I'm new to rust with experience with Java, C++, and Python. In order to get more familiar with Rust I need to learn how to think more like a crab (rustecean?). At uni, OOP was the major method of programming taught, Rust only has inheritance of traits, not structs.
The most useful thing in inheritance, I find is field inheritance, but that doesn't exist in Rust (at least not to my knowledge). Is there any good material on how to write good, clean code without that? Most of what I find is just proselytizing "composition over inheritance", but I don't care about dogmatic discussion in programming as everything has its place.
The obvious and (IMO) very ugly OOP workaround would be defining traits with methods that look like fields e.g
class Device:
wattage: float
name: str
fs_path: str # /dev/...
class AudioDevice(Device):
sample_rate: float
volume: float
class Microphone(AudioDevice):
directional: bool
class SoundSystem(AudioDevice):
speaker_count: int
bass_count: int
trait HasDeviceProperties {
fn wattage(&self) -> f32;
fn name(&self) -> String;
fn fs_path(&self) -> String;
}
trait HasAudio: HasDeviceProperties {
fn sample_rate(&self) -> f32;
fn volume(&self) -> f32;
}
trait RecordsAudio: HasAudio {
fn directional(&self) -> bool;
}
trait PlaysAudio: HasAudio {
fn speaker_count(&self) -> u8;
fn bass_count(&self) -> u8;
}
struct Microphone {
_wattage: f32,
_name: String,
_fs_path: String,
_sample_rate: f32,
_volume: f32,
_directional: bool,
}
impl RecordsAudio for Microphone {
fn wattage(&self) -> f32 { self._wattage }
fn name(&self) -> String { self.name }
// ...
}
// Repeat for SoundSystem and replace directional with the other methods
I haven't run this through the compiler yet, but it should look similar to this.

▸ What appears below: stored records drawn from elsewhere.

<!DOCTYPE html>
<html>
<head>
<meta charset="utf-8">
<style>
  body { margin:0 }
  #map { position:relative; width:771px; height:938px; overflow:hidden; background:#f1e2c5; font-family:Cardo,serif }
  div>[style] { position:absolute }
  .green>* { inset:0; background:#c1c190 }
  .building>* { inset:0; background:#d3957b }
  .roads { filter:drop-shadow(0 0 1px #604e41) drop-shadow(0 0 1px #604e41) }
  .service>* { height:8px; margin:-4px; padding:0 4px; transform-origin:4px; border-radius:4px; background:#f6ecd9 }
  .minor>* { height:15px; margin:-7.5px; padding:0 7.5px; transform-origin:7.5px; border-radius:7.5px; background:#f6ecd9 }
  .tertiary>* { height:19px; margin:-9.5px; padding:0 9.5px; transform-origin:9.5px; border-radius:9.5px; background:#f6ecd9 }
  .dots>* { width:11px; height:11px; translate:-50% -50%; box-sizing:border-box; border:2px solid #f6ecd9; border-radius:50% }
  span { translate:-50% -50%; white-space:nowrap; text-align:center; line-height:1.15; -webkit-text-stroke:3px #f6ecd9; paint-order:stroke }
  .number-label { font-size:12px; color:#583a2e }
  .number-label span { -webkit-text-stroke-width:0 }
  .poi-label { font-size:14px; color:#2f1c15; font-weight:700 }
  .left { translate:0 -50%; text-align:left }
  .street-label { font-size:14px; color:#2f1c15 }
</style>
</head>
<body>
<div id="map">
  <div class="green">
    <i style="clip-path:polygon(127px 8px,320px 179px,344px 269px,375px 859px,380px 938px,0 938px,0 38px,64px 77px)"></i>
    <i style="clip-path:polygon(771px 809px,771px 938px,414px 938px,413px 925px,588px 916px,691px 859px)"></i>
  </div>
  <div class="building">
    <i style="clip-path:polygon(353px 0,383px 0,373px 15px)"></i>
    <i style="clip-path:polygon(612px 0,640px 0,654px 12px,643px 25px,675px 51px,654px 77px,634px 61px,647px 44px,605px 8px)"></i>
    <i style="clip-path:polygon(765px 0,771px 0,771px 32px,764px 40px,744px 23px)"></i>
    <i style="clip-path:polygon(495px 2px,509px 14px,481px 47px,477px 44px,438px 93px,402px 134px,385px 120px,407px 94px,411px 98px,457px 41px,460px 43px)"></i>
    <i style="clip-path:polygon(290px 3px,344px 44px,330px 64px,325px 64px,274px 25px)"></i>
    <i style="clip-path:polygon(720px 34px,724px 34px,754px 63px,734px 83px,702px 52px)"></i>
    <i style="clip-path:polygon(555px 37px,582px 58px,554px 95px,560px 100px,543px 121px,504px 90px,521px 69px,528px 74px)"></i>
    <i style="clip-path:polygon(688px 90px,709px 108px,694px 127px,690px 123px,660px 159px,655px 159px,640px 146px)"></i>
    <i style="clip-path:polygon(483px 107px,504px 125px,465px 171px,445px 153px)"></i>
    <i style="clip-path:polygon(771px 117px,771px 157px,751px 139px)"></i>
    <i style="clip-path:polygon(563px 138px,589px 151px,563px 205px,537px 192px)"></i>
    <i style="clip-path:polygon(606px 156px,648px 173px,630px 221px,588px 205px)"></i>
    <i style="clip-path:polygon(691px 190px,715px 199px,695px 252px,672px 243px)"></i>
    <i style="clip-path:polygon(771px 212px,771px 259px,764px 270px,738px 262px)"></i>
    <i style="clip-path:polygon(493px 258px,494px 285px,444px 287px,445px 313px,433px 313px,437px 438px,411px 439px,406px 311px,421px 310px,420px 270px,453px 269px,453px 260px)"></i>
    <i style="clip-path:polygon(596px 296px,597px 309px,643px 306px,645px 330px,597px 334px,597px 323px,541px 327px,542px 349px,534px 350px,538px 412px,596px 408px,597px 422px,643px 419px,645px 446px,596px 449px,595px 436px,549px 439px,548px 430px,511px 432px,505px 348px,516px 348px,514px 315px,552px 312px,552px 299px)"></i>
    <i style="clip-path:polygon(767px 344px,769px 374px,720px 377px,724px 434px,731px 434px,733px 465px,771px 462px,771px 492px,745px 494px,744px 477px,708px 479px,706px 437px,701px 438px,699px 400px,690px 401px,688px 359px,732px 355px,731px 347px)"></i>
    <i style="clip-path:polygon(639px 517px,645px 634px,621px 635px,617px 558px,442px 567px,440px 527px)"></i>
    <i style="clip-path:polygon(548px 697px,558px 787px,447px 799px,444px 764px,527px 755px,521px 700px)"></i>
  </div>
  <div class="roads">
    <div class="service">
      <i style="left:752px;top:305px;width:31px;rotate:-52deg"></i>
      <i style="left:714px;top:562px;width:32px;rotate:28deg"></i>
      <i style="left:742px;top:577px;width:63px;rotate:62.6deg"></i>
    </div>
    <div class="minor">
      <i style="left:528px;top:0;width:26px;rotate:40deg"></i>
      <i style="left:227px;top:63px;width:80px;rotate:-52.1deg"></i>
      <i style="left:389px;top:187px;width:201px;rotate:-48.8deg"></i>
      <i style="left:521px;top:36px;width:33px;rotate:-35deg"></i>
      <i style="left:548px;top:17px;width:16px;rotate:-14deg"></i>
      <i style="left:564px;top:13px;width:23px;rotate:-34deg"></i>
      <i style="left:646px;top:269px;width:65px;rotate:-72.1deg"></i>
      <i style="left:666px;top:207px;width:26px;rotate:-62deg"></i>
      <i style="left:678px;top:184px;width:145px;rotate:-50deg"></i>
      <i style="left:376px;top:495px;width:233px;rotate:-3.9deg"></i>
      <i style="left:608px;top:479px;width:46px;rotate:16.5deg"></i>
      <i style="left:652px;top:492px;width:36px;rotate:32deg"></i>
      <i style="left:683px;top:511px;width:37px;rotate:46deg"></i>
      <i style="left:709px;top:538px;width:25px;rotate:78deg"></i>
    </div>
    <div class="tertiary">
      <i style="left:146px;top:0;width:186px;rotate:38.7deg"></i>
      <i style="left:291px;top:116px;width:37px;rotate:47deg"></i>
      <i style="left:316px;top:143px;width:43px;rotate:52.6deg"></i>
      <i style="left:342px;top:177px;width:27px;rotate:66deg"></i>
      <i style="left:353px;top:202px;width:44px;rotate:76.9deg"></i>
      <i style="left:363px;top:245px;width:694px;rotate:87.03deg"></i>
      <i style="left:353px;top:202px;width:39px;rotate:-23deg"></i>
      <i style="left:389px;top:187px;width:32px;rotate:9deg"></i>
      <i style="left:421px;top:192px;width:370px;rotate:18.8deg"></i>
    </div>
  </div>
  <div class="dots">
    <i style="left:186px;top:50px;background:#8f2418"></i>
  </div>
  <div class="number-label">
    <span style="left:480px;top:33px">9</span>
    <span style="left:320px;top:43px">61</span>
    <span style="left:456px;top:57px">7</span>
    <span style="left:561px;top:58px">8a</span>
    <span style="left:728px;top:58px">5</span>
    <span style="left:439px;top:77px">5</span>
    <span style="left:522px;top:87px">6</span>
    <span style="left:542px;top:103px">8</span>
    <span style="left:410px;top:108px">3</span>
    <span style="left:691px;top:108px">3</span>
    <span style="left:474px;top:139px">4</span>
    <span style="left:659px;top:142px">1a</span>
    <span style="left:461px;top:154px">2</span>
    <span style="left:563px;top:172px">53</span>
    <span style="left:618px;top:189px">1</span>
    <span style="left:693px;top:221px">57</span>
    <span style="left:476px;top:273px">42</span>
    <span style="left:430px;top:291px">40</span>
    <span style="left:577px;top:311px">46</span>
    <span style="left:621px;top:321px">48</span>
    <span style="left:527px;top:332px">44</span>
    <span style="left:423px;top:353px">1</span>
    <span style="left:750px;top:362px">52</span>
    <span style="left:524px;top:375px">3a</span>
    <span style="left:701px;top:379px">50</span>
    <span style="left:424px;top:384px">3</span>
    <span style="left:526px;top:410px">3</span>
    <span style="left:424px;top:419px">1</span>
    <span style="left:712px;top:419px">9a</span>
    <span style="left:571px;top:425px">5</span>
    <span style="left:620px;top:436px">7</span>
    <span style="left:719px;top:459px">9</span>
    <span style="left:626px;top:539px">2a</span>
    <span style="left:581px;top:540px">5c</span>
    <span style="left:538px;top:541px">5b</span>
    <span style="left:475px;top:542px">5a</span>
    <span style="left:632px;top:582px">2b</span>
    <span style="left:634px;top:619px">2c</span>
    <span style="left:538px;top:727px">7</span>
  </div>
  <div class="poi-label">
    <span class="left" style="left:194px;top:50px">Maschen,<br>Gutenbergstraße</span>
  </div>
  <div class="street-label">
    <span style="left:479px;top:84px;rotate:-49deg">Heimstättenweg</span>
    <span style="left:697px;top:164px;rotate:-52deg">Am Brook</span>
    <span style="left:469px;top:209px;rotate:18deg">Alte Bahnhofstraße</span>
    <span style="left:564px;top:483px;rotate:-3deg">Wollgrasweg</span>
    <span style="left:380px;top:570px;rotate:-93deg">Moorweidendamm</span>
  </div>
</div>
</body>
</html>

It is in the Rust by Example: Supertraits chapter, but this can't be the compositional or rust way of doing it (at least I hope it isn't). There'd be loads of copy-pasting and boilerplate code (maybe a macro could get rid of it, but ugh) and methods look like properties.
What's a conceptually better way of solving problems like this?